L’incontro sarà un vero e proprio viaggio nel tempo, nei tre miliardi e mezzo di anni in cui gli esseri viventi hanno popolato la Terra. Smontando uno alla volta i meccanismi di interazione e simbiosi che hanno portato all’evoluzione delle specie, si proverà a rivalutare la convinzione che ci vede al centro di ogni cosa. Si guarderà ai singoli esseri viventi, noi compresi, come piccoli ecosistemi in scala, che non possono sopravvivere senza i suoi microscopici abitanti.
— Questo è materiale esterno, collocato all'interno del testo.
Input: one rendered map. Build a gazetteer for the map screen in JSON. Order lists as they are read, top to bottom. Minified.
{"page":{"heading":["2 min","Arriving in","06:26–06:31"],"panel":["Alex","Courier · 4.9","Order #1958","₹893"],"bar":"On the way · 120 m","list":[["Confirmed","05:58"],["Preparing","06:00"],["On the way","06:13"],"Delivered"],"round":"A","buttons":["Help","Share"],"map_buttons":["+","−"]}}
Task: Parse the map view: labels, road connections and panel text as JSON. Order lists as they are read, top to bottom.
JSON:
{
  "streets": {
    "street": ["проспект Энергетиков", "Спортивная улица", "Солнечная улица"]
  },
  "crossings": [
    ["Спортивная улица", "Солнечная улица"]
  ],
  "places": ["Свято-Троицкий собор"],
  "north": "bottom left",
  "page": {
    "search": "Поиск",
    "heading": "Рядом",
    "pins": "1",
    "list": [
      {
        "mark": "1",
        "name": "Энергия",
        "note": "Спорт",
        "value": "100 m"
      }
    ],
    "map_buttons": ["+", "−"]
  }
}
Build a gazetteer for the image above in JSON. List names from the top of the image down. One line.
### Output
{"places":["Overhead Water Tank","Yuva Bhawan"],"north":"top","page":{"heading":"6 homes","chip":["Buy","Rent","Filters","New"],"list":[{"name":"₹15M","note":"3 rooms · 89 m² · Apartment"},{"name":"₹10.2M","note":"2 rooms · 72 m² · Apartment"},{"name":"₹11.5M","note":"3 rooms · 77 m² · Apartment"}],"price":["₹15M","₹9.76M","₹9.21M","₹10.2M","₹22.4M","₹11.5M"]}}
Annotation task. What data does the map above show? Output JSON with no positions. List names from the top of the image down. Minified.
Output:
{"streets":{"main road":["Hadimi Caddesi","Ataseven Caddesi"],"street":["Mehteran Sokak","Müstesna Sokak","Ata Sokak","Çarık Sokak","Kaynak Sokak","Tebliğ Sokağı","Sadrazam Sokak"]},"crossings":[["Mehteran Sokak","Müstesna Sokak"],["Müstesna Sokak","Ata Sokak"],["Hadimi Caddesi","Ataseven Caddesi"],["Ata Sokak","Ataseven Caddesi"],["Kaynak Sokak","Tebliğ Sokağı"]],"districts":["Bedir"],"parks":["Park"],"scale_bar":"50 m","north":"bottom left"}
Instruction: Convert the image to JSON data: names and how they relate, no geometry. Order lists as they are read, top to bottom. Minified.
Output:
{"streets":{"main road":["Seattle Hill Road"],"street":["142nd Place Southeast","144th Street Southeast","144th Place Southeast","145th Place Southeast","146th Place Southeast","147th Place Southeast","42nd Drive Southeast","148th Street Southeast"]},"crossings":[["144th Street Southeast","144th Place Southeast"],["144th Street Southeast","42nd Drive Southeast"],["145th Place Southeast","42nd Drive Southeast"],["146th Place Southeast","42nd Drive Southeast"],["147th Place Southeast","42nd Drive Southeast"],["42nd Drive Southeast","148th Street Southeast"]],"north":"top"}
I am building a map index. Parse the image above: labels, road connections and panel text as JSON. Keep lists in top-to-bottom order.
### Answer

Il tutto con la curiosità che contraddistingue anche il podcast eaSea, in cui fatti scientifici sono raccontati in linguaggio semplice e adatto a tutti, con una brevità che permette di godersi le singole puntate come micro pillole di conoscenza quotidiana. Senza dimenticare le minacce che mettono a rischio gli ecosistemi marini: i cambiamenti climatici, l’inquinamento e lo sfruttamento incontrollato delle risorse. Perché, secondo l’autore, «la chiave per un futuro sostenibile sta nella nostra comprensione e nel rispetto degli oceani». L’ho intervistato per capire la storia che si cela dietro questo progetto di divulgazione: non ne ho trovata solo una, ma tante che si intrecciano in una sola voce.

«Ho iniziato a pensare al podcast nel 2019, quando lavoravo come guida naturalistica in Egitto: tre volte a settimana tenevo serate divulgative agli ospiti, i classici eventi di routine, in cui si parlava di pesci, coralli, squali, insomma la fauna ittica locale. Col tempo ho iniziato a pensare: ma perché non cominciare qualcosa di mio che alla stessa maniera di altri racconti storie e non parli solo delle ricerche nude e crude?» ricorda Conti, tornando agli albori del progetto.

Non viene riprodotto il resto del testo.